**What this task involves**
Within the data that follows, set down exactly the lines from the one containing "width:25px; border:1px solid" through the one containing "g.font = font", both ends included.

**Records drawn from a dataset**
Segment Open

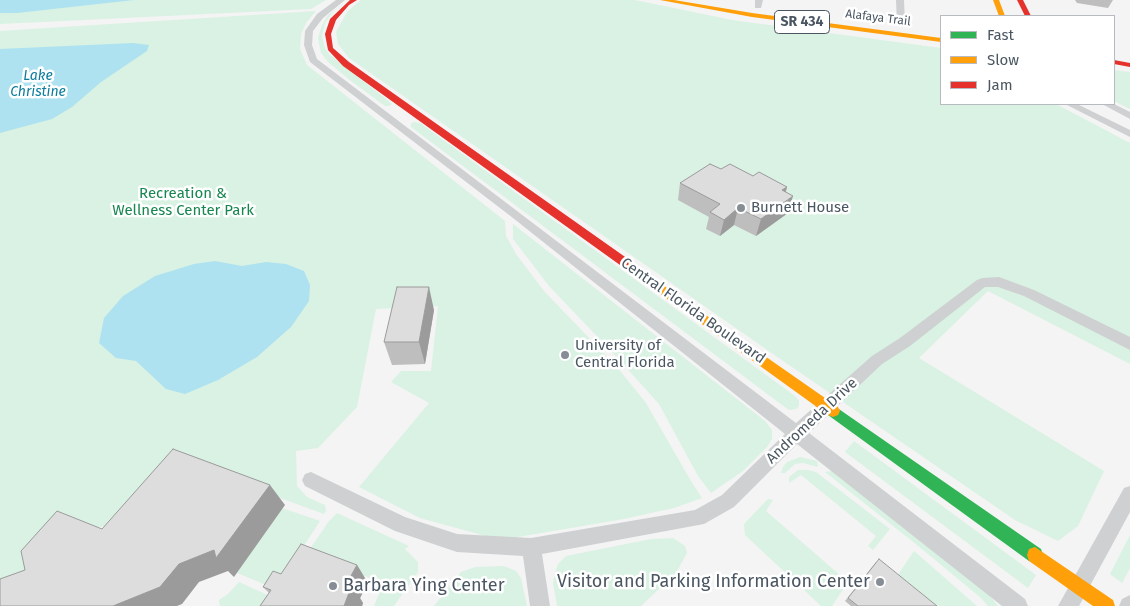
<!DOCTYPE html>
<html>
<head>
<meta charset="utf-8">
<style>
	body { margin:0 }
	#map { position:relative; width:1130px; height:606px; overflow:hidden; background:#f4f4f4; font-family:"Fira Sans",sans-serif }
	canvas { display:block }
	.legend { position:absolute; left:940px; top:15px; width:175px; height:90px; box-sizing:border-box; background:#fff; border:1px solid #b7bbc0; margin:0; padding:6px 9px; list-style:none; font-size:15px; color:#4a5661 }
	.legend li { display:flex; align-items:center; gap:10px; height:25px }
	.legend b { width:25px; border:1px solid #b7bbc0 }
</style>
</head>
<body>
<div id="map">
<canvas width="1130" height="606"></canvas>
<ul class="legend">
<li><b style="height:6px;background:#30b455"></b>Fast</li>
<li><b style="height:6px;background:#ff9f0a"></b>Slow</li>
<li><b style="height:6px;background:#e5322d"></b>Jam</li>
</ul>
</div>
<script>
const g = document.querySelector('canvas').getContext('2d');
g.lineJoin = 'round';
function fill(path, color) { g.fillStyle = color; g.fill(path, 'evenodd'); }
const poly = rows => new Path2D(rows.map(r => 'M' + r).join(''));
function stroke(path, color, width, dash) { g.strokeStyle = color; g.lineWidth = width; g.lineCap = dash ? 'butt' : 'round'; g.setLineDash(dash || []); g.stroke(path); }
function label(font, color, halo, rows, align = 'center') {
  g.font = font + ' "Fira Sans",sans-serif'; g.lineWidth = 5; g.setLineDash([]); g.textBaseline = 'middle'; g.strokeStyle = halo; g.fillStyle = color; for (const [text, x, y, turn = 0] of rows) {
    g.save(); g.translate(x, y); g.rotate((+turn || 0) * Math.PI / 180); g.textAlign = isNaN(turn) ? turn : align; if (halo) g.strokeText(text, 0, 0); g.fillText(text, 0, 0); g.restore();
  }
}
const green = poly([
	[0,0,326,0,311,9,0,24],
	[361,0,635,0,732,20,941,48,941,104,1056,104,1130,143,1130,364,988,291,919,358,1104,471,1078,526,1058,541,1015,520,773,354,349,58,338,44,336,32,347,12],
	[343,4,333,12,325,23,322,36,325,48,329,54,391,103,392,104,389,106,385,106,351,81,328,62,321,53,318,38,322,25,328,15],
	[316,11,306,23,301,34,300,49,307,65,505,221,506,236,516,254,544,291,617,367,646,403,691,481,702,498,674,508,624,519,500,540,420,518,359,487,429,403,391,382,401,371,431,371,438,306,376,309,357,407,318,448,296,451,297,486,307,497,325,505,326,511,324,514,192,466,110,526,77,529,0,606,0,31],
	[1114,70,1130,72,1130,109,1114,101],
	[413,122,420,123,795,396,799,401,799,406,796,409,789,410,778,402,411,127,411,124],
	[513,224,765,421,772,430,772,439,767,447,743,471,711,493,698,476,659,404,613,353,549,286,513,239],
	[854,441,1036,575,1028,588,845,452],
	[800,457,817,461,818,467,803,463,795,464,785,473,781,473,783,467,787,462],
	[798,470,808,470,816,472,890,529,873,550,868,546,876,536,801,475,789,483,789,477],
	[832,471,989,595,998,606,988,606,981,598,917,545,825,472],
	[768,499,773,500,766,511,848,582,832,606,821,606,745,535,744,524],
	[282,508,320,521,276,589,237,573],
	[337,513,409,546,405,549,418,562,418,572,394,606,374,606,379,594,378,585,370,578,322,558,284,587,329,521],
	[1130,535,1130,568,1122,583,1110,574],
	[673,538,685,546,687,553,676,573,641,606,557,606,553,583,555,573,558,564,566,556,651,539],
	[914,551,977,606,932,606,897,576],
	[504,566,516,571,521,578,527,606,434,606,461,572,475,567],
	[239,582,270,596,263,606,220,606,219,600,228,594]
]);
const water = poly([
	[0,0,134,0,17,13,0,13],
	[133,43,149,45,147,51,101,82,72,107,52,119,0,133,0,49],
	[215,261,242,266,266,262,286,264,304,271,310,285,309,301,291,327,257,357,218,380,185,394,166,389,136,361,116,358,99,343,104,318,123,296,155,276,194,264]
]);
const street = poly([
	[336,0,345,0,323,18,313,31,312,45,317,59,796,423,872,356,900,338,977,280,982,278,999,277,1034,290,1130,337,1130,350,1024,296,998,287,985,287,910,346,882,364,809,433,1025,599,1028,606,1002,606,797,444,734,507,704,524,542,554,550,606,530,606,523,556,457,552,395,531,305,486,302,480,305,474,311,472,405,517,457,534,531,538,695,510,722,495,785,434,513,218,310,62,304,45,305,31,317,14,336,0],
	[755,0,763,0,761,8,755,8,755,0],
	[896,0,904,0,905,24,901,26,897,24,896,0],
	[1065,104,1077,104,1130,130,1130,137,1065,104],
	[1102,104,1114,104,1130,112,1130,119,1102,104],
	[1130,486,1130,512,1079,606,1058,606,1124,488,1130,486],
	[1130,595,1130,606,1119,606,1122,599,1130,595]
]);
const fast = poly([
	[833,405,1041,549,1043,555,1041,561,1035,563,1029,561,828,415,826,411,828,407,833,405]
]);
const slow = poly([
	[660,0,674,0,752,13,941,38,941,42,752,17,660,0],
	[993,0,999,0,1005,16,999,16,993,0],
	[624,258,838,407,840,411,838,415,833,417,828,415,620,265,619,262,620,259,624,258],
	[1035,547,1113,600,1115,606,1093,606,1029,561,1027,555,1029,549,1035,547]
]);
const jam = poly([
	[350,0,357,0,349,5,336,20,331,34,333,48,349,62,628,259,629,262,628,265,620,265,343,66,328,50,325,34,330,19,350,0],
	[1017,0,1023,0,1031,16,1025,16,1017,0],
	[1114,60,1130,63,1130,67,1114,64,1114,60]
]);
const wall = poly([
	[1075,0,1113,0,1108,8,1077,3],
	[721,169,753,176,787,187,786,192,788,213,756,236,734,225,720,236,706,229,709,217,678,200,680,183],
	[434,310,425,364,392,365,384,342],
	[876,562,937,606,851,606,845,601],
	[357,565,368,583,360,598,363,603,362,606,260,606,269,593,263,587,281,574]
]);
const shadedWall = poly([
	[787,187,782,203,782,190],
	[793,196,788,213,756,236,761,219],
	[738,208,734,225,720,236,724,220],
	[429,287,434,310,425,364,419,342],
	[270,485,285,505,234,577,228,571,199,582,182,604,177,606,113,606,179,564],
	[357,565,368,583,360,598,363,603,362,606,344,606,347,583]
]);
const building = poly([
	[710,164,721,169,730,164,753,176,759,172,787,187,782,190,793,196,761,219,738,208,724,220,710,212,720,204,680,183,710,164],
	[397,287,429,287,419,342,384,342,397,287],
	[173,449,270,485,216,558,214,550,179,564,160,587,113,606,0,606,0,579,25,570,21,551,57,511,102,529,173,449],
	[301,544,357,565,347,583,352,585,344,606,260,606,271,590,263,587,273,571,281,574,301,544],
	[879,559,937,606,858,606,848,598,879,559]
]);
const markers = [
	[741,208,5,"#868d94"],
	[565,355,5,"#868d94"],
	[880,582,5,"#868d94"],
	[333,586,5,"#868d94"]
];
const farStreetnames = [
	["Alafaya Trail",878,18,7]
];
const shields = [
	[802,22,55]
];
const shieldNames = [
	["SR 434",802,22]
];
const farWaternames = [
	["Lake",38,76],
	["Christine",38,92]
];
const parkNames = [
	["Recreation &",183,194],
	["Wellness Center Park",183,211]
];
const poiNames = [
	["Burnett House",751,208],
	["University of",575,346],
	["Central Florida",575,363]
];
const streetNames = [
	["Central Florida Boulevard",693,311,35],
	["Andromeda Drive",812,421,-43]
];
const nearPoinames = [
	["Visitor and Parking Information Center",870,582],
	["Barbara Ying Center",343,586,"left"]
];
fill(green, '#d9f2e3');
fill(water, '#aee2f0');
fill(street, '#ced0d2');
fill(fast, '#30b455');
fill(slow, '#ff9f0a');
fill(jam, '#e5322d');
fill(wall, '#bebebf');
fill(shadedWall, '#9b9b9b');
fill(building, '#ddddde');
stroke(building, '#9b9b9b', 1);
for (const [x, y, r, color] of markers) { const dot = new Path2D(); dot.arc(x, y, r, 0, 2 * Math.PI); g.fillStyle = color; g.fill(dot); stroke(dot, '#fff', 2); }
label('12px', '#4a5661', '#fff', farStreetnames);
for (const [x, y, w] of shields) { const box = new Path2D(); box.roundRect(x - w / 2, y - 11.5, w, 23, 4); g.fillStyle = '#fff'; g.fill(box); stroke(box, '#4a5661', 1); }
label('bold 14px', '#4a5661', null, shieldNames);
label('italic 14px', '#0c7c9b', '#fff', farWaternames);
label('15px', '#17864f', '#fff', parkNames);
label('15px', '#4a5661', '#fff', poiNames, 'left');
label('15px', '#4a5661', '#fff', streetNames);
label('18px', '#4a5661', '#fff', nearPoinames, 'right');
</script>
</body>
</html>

Segment Closed

**Solution to this problem**
	.legend b { width:25px; border:1px solid #b7bbc0 }
</style>
</head>
<body>
<div id="map">
<canvas width="1130" height="606"></canvas>
<ul class="legend">
<li><b style="height:6px;background:#30b455"></b>Fast</li>
<li><b style="height:6px;background:#ff9f0a"></b>Slow</li>
<li><b style="height:6px;background:#e5322d"></b>Jam</li>
</ul>
</div>
<script>
const g = document.querySelector('canvas').getContext('2d');
g.lineJoin = 'round';
function fill(path, color) { g.fillStyle = color; g.fill(path, 'evenodd'); }
const poly = rows => new Path2D(rows.map(r => 'M' + r).join(''));
function stroke(path, color, width, dash) { g.strokeStyle = color; g.lineWidth = width; g.lineCap = dash ? 'butt' : 'round'; g.setLineDash(dash || []); g.stroke(path); }
function label(font, color, halo, rows, align = 'center') {
  g.font = font + ' "Fira Sans",sans-serif'; g.lineWidth = 5; g.setLineDash([]); g.textBaseline = 'middle'; g.strokeStyle = halo; g.fillStyle = color; for (const [text, x, y, turn = 0] of rows) {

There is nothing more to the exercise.